FedEx outlines cost-cutting plan after profit miss

By Lisa Baertlein and Nathan Gomes

(Reuters) -FedEx Corp on Thursday outlined cost cuts of up to $2.7 billion from parking planes, suspending some Sunday deliveries and shuttering corporate offices after falling demand hammered first-quarter profits.

The company reported that earnings per share fell 21.3% for the quarter ended Aug. 31, in line with the warning it delivered last week.
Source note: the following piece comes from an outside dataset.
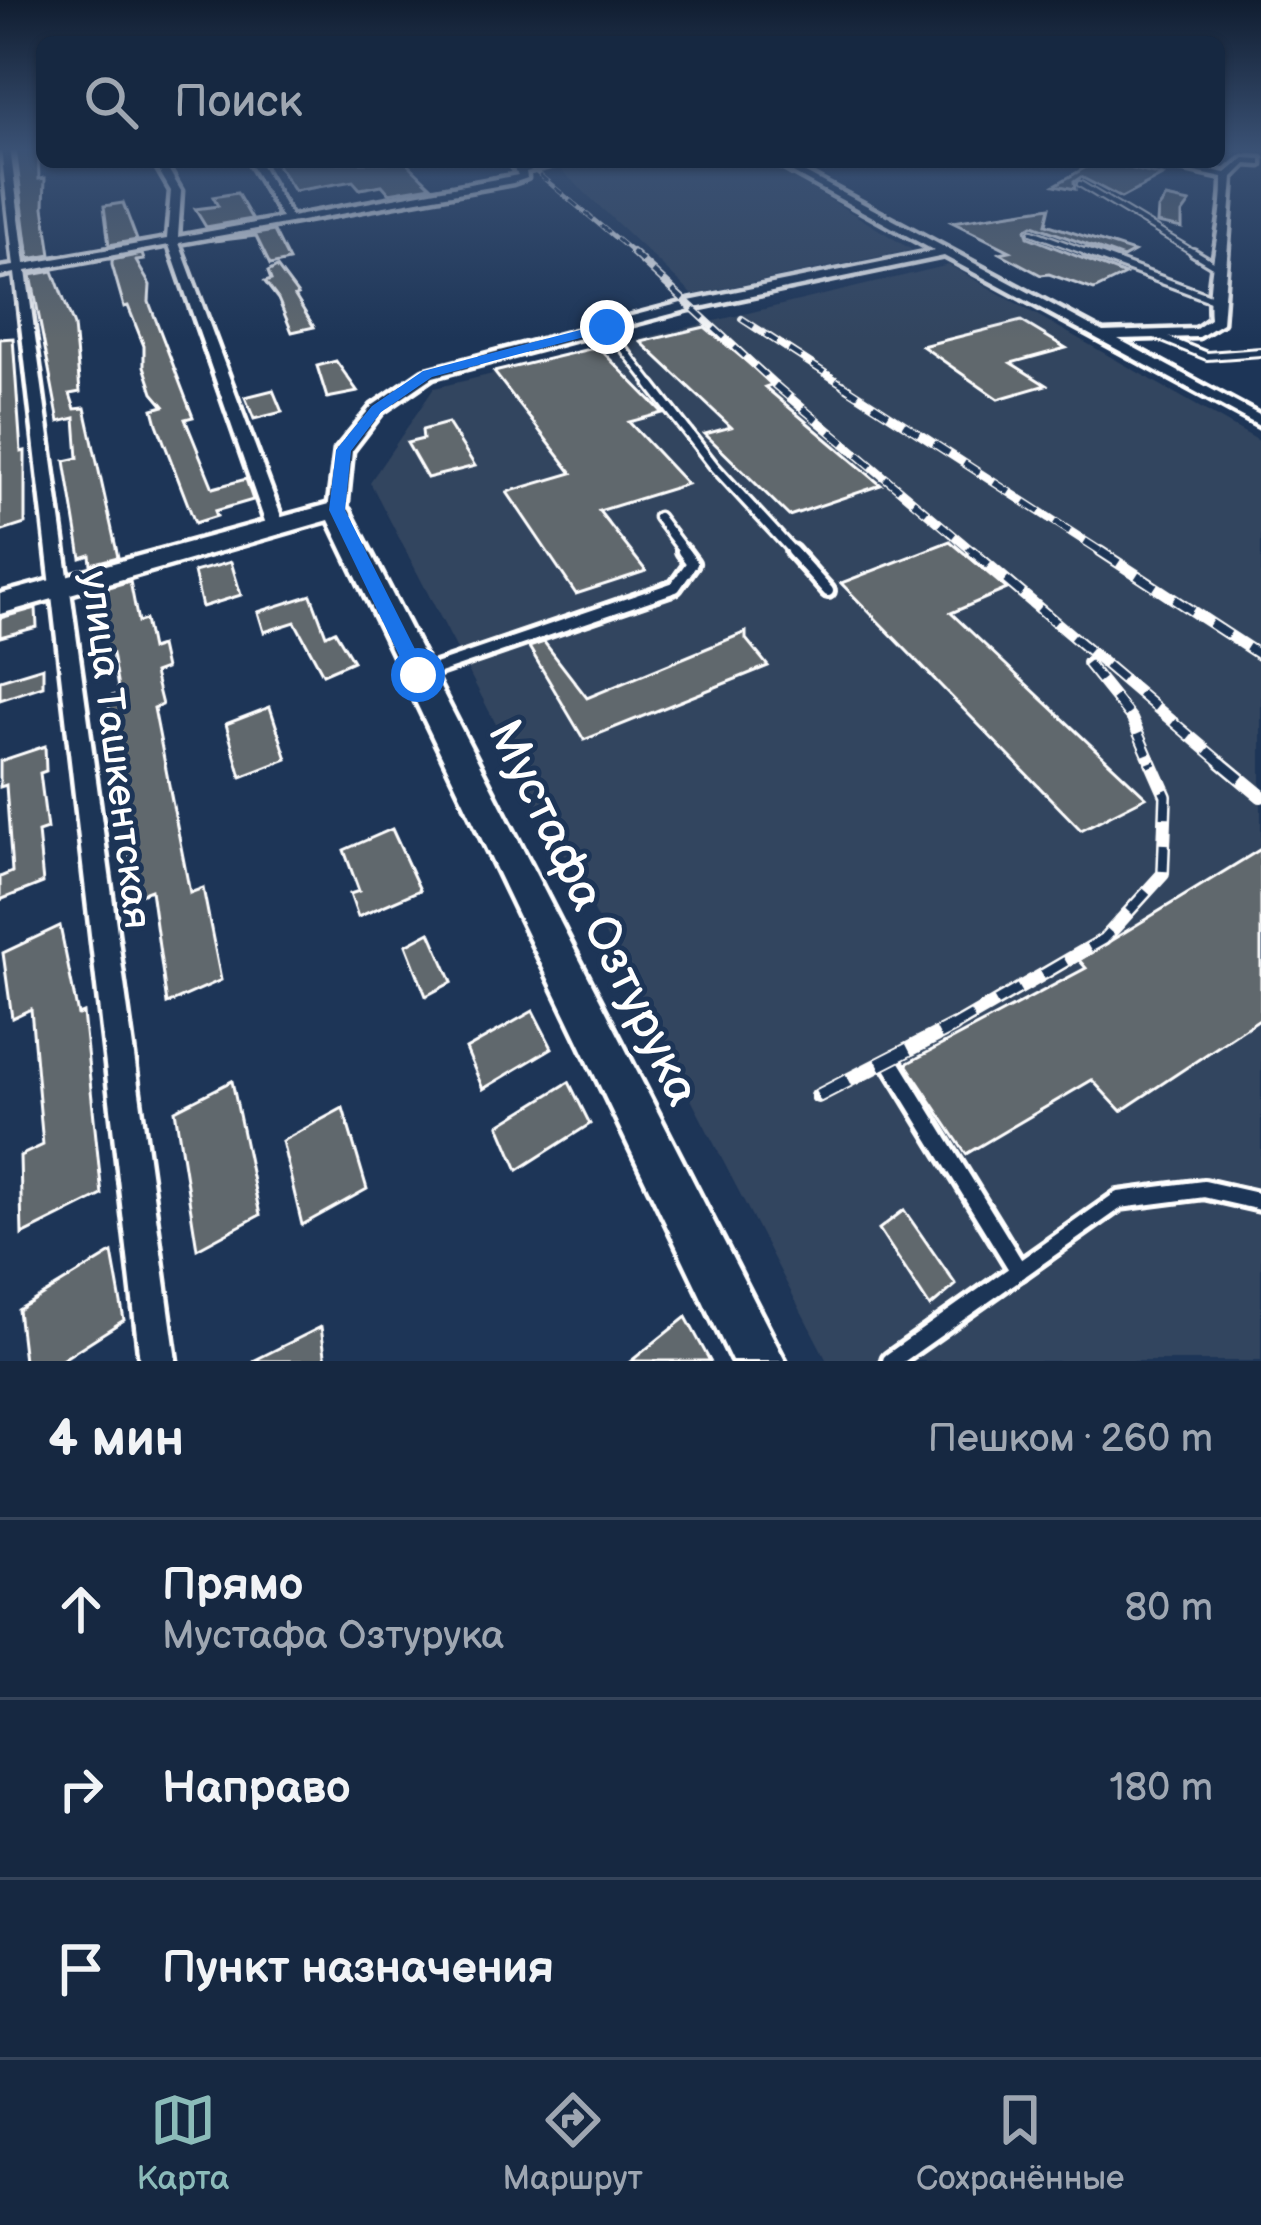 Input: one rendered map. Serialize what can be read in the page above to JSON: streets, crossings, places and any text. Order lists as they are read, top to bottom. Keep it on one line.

It blamed a rapidly deteriorating global economy, but analysts and investors were skeptical – in large part because revenue increased 5.5%.

On Thursday, FedEx on confirmed investors’ and analysts’ suspicion that it did not cut costs fast enough to offset the hit to demand.

“The impact of cost actions lagged volume declines and operating expenses remained high relative to demand,” FedEx said in a release detailing its plans to cut costs by $2.2 billion to $2.7 billion in fiscal 2023.

“We’re moving with speed and agility to navigate a difficult operating environment, pulling cost, commercial, and capacity levers to adjust to the impacts of reduced demand,” said Chief Executive Raj Subramaniam.

News that the company had plans for reducing profit-eroding excess capacity sent shares up 1.1% to $154.95 in afternoon trading.

The company said other expense reductions would come from flying fewer FedEx Express flights, reducing variable incentive compensation meant to motivate and retain workers, closing certain package sorting centers, and delaying certain projects.

The Memphis-Tennessee-based company said adjusted operating income for the quarter ended Aug 31 fell to $1.23 billion, or $3.44 per share, from $1.49 billion, or $4.37 per share, the year earlier. It blamed macroeconomic weakness in Asia, service challenges in Europe and soft revenue in its U.S. Ground delivery unit for the results that sent shares skidding to the lowest levels in 20 years.

Revenue for quarter rose to $23.2 billion from $22 billion a year earlier.